» **DATA FOR THIS TASK**:

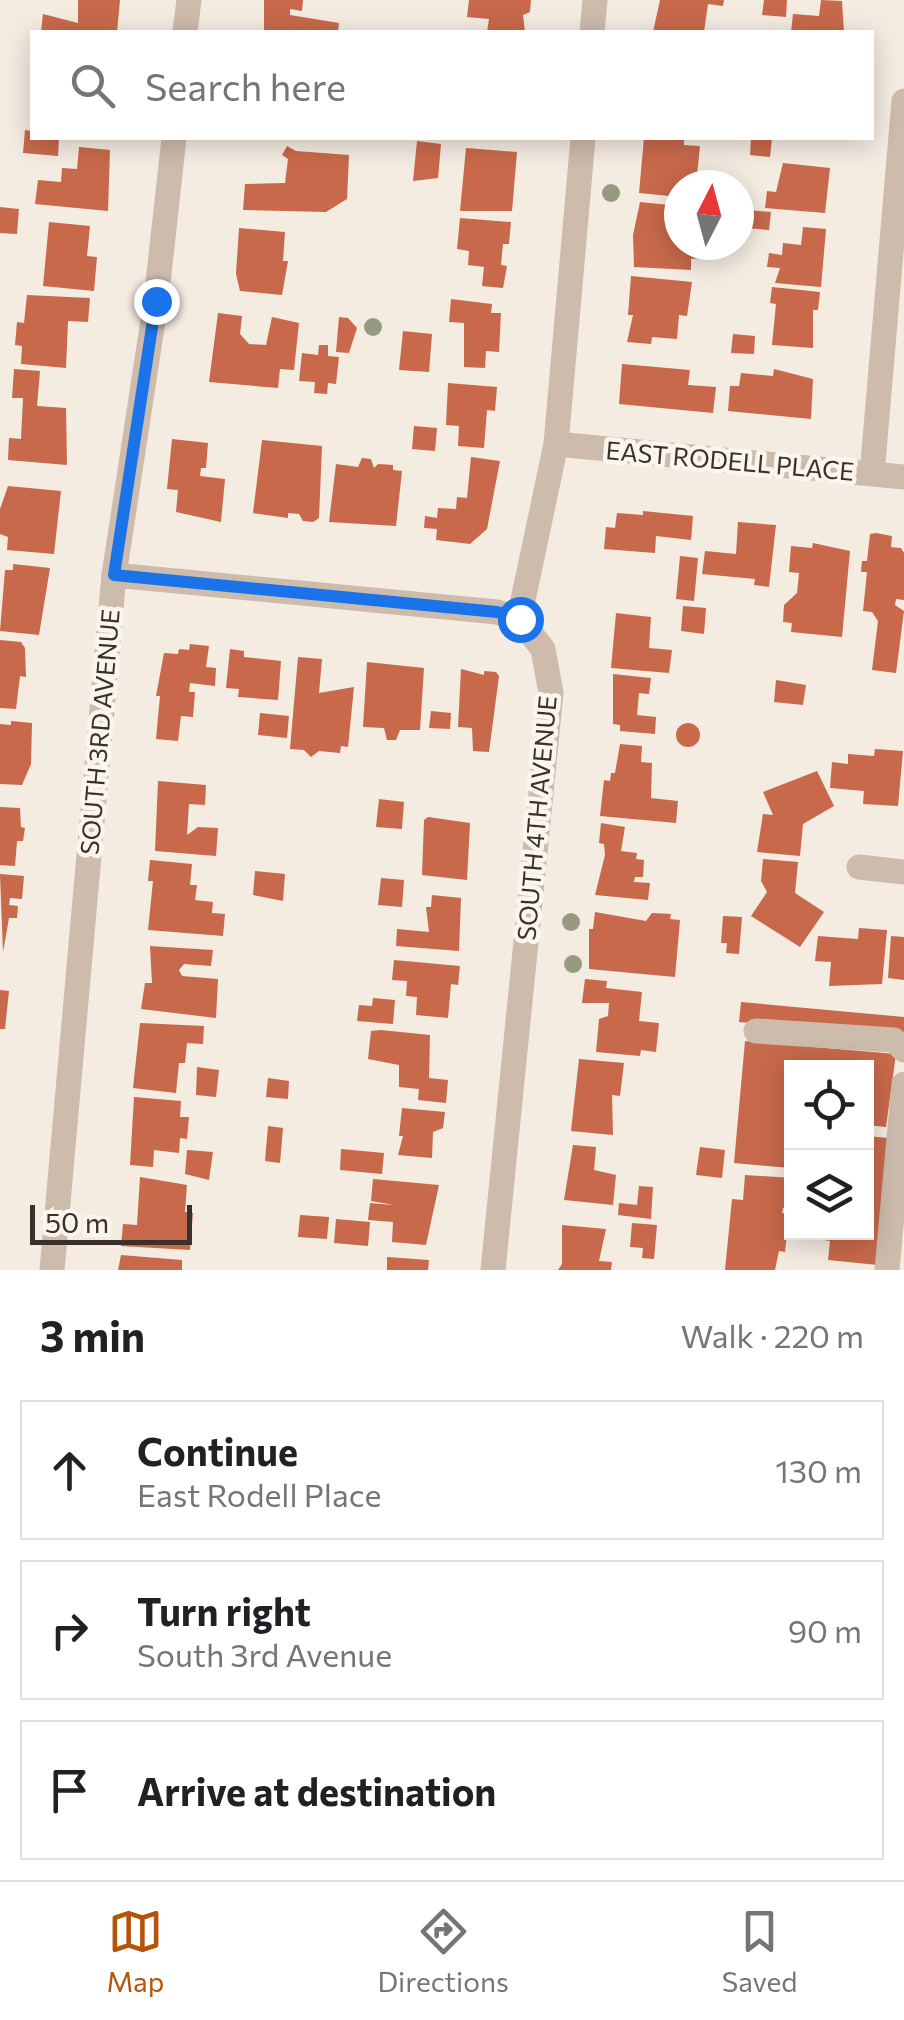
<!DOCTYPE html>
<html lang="en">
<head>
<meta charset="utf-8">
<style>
	:root { --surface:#fff; --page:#f6f6f6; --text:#202124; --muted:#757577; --line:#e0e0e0; --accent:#b45309 }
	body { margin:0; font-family:Commissioner,sans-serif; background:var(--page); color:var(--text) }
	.controls { position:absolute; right:30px; bottom:30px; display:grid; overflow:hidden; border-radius:0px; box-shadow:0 5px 25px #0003 }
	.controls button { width:90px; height:90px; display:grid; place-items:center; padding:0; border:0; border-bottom:2px solid var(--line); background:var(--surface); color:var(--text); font:50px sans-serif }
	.compass { position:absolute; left:664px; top:170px; width:90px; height:90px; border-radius:50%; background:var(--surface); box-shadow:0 5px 25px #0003; rotate:6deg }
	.scale { position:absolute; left:30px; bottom:25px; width:162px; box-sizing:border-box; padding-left:10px; border:5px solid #3b302b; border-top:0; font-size:28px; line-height:35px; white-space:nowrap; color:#3b302b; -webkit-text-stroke:8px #fbf5ee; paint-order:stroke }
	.stop { position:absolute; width:30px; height:30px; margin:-22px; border:8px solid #1a73e8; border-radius:50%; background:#fff }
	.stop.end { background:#1a73e8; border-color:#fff; box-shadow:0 2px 10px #0008 }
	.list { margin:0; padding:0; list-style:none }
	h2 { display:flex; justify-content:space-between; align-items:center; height:130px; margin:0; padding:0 40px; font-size:42px }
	h2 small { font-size:32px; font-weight:400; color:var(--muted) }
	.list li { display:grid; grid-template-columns:65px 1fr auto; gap:30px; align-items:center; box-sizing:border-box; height:140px; margin:0 20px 20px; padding:0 20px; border:2px solid var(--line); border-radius:0px }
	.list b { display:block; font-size:38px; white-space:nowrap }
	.list p { margin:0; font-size:32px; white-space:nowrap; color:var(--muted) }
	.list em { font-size:32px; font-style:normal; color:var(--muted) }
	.icon { flex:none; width:55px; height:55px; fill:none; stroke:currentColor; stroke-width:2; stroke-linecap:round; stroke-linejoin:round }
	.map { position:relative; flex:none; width:904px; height:1270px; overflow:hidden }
	.search { position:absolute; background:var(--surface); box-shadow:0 5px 25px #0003; left:30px; right:30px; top:30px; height:110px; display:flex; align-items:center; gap:25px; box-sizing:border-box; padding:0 35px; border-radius:0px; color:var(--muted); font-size:38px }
	.sheet { height:610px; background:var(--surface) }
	nav { display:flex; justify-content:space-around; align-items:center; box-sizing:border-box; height:140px; border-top:2px solid var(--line); background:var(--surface); font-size:28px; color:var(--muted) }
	nav a { display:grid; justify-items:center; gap:5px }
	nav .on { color:var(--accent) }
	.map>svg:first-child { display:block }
	.building { fill:#c8694b }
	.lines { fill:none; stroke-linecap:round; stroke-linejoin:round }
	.minor { stroke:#cdbbac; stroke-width:25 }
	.tree { fill:#969b7f }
	.route { stroke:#1a73e8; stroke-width:12 }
	.labels { text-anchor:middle; stroke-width:9; stroke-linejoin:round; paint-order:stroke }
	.street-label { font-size:25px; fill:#3b302b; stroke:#fbf5ee }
</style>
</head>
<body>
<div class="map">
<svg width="904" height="1270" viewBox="0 0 904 1270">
	<rect width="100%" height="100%" fill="#f4ebe1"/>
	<g class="building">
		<polygon points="78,0 120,0 117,32 41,32 43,14 78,23"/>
		<polygon points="264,0 303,0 302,11 290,9 290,15 339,23 338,32 264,32"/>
		<polygon points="469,0 531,0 530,12 523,15 525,32 487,32 489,19 467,17"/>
		<polygon points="660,0 724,0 723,6 708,4 704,32 653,32"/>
		<polygon points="764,0 787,0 786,17 762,15"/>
		<polygon points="821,0 842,1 844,32 791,32 793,14 819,16"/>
		<polygon points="25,130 32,131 32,138 59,138 58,156 23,153"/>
		<polygon points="644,138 684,138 684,145 700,146 696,185 679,185 679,197 639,193"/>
		<polygon points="751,138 772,138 770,157 750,155"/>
		<polygon points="417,141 441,144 438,178 413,181"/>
		<polygon points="287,146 296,151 349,155 347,199 326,212 243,210 245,184 285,183 288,159 282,155"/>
		<polygon points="79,147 110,150 108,211 35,204 38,180 61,182 62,168 77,169"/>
		<polygon points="466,148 517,152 512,211 460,211"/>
		<polygon points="783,163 830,168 825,213 765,208 767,191 776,192"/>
		<polygon points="640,202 679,206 679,245 706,245 700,258 691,259 691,270 634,267 633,235"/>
		<polygon points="0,207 19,209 17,234 0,233"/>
		<polygon points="748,210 771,212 769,230 746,228"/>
		<polygon points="460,218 511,222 509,244 503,244 501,265 507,266 503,288 482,286 484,267 468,265 469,251 457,249"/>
		<polygon points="49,222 90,226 87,256 97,257 94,291 43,286"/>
		<polygon points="803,227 826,229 821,287 775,283 780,268 767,267 769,253 782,255 783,243 801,245"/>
		<polygon points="239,228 285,232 283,261 288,261 282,295 240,291 236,274"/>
		<polygon points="631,276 692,282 687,316 679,315 677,339 652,337 651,344 627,342 633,315 628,315"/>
		<polygon points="772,287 820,292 818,310 813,310 813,348 772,345 776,304 770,303"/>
		<polygon points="27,295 90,298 88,322 68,321 66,368 21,364 22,346 15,345 17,322 24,323"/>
		<polygon points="451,299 492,304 491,313 501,313 499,352 486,351 485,368 464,367 464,323 449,322"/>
		<polygon points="218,313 242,316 240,334 249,344 266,345 272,317 299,323 294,370 280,369 278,388 209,382"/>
		<polygon points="339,317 348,318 357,328 349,353 336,352"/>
		<polygon points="403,331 432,334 429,372 399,370"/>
		<polygon points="733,334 755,336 754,354 731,353"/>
		<polygon points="319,345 328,345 328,356 339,357 336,384 328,383 327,394 314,393 315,382 299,381 302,353 318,355"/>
		<polygon points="622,364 690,370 688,385 716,387 713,413 619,404"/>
		<polygon points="14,369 40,371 37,406 66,408 67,465 8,460 9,438 21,439 22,419 23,398 12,398"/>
		<polygon points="774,369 813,379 811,419 728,411 730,386 739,386 741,373 773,376"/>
		<polygon points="448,383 497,387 495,411 487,410 484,448 458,446 459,426 446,425"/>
		<polygon points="414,426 437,428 435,451 412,449"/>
		<polygon points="172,439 208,443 206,468 201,468 200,476 225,479 221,522 176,512 178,490 167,489"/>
		<polygon points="262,440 322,446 319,518 313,522 303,521 299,514 288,513 288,518 253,513"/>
		<polygon points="471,457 500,461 487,529 470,544 436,540 437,529 424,528 425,516 437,518 438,508 456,509 457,497 467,498"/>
		<polygon points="362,458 371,459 374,468 378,464 393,465 393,470 402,471 396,526 329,522 336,464 358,467"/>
		<polygon points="8,486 61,491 54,554 7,550 8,537 0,534 0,509"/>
		<polygon points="643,511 693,516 691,540 656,536 655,553 604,549 606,527 615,528 617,513 643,515"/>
		<polygon points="738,522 776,525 769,587 754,585 755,579 702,574 705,551 736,554"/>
		<polygon points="876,533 892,536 891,547 901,548 904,553 904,600 896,599 895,605 904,611 896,673 872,670 878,621 872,612 863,611 867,572 861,572 862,561 867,561 870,534"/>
		<polygon points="813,543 850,551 842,637 791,632 792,623 783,622 784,605 797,593 799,573 789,572 791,546 812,548"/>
		<polygon points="680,556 698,558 694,601 676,599"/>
		<polygon points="13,564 50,568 39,635 0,631 5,570 13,570"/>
		<polygon points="683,606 706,608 704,634 681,631"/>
		<polygon points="616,613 651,617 649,648 672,650 669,673 611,668"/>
		<polygon points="0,640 21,642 25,648 26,677 20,676 16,709 0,708"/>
		<polygon points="190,644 209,646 206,667 216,668 215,686 190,683 189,692 195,692 193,717 181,716 178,741 156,739 160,696 156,696 164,653 178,654 179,649 189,650"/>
		<polygon points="230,649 244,651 244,657 281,661 278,700 238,697 239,689 226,688"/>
		<polygon points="298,657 322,659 319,693 354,687 348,747 341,746 340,753 319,751 311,757 304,750 290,749"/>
		<polygon points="367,662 424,668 420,730 400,730 396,740 387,740 384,728 363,727"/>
		<polygon points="461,669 484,675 484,671 496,672 499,676 489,752 473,751 472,728 458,727"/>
		<polygon points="613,674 651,678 649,694 639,693 637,715 656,717 655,734 620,731 620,725 613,724"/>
		<polygon points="776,680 806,685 803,705 774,702"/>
		<polygon points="431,711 451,713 450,729 429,728"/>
		<polygon points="260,713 289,716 287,738 258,735"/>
		<polygon points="11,721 32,723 31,764 22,785 0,784 0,724 11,725"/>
		<circle cx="688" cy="735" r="12"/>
		<polygon points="620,744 642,746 641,762 652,763 651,798 678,801 676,823 600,816 604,780 610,781 611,773 615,773"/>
		<polygon points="875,749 903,751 898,806 863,804 864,791 830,788 832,762 848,764 848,754 874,756"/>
		<polygon points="817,771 834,806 803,824 800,856 757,852 763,814 773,815 763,792"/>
		<polygon points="158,781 206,785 205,805 189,804 187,835 198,827 218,828 216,856 155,851"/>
		<polygon points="379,799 404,802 402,829 376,827"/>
		<polygon points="0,807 20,808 21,827 25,828 23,841 17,841 15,866 0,865"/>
		<polygon points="428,817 470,823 467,880 422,875 424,820"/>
		<polygon points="601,823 625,827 621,851 637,853 636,859 644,860 643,877 635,877 634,882 650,883 648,900 595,895 605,855 604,844 599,843"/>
		<polygon points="763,859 798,862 795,893 824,912 800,947 751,916 767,892 761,881"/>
		<polygon points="150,860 192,864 190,885 197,885 195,900 213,902 212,913 225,914 223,936 148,930 153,881 148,881"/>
		<polygon points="255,871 285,874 283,901 253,895"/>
		<polygon points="0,874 24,876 22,899 10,898 9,905 18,906 17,918 9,918 3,952"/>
		<polygon points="381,878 404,880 402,907 378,905"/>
		<polygon points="432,895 461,898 459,951 396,946 397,929 429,932 426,907 431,907"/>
		<polygon points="595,912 646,921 652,913 671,914 670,919 680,920 675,977 589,969 589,929 593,929"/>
		<polygon points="723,916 742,917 739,954 726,953 727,943 721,943"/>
		<polygon points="859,928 887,930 882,984 829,986 831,962 815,961 818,936 858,939"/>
		<polygon points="891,936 904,937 904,980 888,978"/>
		<polygon points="150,946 213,950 211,966 184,964 179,970 182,976 218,979 216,1018 141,1009 145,983 152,983"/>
		<polygon points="394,960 460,966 458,985 451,984 448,1018 416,1015 417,997 406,996 407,981 392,980"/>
		<polygon points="585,979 607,981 606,988 642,992 639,1021 659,1023 656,1052 641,1050 640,1056 596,1052 599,1019 608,1016 609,1003 582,1003"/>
		<polygon points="0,990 9,991 5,1029 0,1029"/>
		<polygon points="373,998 395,1000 393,1024 357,1021 359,1005 372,1006"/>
		<polygon points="741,1002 904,1017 904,1037 739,1022"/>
		<polygon points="140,1023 204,1026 203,1044 187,1043 185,1063 179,1063 176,1093 133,1088"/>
		<polygon points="381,1030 430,1035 429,1078 448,1080 446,1103 418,1100 419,1089 399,1087 399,1065 368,1059 371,1031"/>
		<polygon points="745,1041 896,1054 886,1127 866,1125 866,1068 792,1068 790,1168 734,1163"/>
		<polygon points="579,1059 624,1063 620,1096 612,1095 613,1135 571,1131"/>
		<polygon points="197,1067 219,1070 216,1097 196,1095"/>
		<polygon points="268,1078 289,1081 288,1099 266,1097"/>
		<polygon points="134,1097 181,1101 180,1117 189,1117 187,1139 180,1138 179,1153 154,1150 153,1167 130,1165"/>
		<polygon points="402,1108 445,1112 443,1128 433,1132 432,1158 398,1155 403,1136 399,1136"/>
		<polygon points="268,1126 283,1128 280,1163 265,1161"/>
		<polygon points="866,1136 890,1138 878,1265 828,1260 830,1241 824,1240 825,1232 866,1232"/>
		<polygon points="573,1145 596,1147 594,1170 616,1175 613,1205 564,1200"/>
		<polygon points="700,1147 725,1150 722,1178 696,1175"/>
		<polygon points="341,1149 384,1153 382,1174 340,1170"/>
		<polygon points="187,1150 213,1152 209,1180 185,1174"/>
		<polygon points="745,1175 792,1178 792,1208 783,1208 782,1213 789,1214 785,1252 779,1251 775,1270 725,1270 732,1199 743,1200"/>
		<polygon points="140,1177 187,1185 185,1212 193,1213 190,1250 121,1246 123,1224 137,1225"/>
		<polygon points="373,1179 439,1185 426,1245 392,1242 393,1222 368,1220 370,1203 394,1205 371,1201"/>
		<polygon points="639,1186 653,1187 651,1219 618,1215 619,1203 637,1205"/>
		<polygon points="300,1215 329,1217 327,1239 298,1237"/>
		<polygon points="336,1219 370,1222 368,1246 334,1243"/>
		<polygon points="632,1223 657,1225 654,1259 642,1258 643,1248 630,1247"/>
		<polygon points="562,1225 606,1229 599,1261 612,1262 611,1270 558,1270 562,1264"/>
		<polygon points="121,1255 182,1260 182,1270 118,1270"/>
		<polygon points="387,1257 429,1260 428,1270 387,1270"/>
	</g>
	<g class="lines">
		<g class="minor">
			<polyline points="185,32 189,0"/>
			<polyline points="592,32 595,0"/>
			<polyline points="556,444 904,477"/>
			<polyline points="872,474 904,101"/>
			<polyline points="114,575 497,612 519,619"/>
			<polyline points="859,867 904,872"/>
			<polyline points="756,1031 894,1040 904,1050"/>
			<polyline points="52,1270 114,575 156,301 174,138"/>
			<polyline points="493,1270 551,693 543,649 519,619 556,444 583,138"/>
			<polyline points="887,1270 904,1084"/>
		</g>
	</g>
	<g class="tree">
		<circle cx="611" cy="193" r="9"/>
		<circle cx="373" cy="327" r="9"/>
		<circle cx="571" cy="922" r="9"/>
		<circle cx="573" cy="964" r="9"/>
	</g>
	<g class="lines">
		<polyline class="route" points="156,301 114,575 497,612 520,619"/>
	</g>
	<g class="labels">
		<g class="street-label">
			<text transform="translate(730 461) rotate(5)" y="9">EAST RODELL PLACE</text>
			<text transform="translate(100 732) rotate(-85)" y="9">SOUTH 3RD AVENUE</text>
			<text transform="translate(537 818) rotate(-85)" y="9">SOUTH 4TH AVENUE</text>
		</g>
	</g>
</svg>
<div class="controls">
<button><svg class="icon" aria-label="locate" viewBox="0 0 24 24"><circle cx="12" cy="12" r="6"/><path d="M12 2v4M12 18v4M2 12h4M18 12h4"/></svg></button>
<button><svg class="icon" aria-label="layers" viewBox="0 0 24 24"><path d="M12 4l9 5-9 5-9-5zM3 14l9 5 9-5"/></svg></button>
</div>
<svg class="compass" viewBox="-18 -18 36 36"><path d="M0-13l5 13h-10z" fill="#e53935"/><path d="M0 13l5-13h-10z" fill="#757577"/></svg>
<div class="scale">50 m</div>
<div class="stop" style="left:520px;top:619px"></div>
<div class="stop end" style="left:156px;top:301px"></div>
<div class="search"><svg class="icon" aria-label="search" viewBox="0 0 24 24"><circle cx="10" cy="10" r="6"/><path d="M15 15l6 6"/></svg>Search here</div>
</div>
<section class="sheet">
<h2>3 min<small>Walk · 220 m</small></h2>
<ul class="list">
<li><svg class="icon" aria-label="ahead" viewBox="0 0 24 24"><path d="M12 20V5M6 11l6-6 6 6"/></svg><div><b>Continue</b><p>East Rodell Place</p></div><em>130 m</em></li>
<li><svg class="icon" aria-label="right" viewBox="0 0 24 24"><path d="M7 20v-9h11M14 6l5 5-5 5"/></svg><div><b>Turn right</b><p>South 3rd Avenue</p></div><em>90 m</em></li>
<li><svg class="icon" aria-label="arrive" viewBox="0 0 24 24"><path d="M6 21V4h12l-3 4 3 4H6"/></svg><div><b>Arrive at destination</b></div></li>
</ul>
</section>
<nav>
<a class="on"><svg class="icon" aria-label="map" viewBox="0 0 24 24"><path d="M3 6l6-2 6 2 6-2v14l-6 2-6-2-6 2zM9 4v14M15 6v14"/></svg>Map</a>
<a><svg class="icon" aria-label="directions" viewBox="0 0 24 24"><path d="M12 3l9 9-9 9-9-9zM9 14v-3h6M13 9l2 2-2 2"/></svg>Directions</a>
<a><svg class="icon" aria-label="saved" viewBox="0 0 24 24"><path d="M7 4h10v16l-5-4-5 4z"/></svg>Saved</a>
</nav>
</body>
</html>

» **ABOUT THIS TASK**:
Which lines in the listing above include the string "linecap"? Copy each of them.

» **PROBLEM SOLUTION**:
	.icon { flex:none; width:55px; height:55px; fill:none; stroke:currentColor; stroke-width:2; stroke-linecap:round; stroke-linejoin:round }
	.lines { fill:none; stroke-linecap:round; stroke-linejoin:round }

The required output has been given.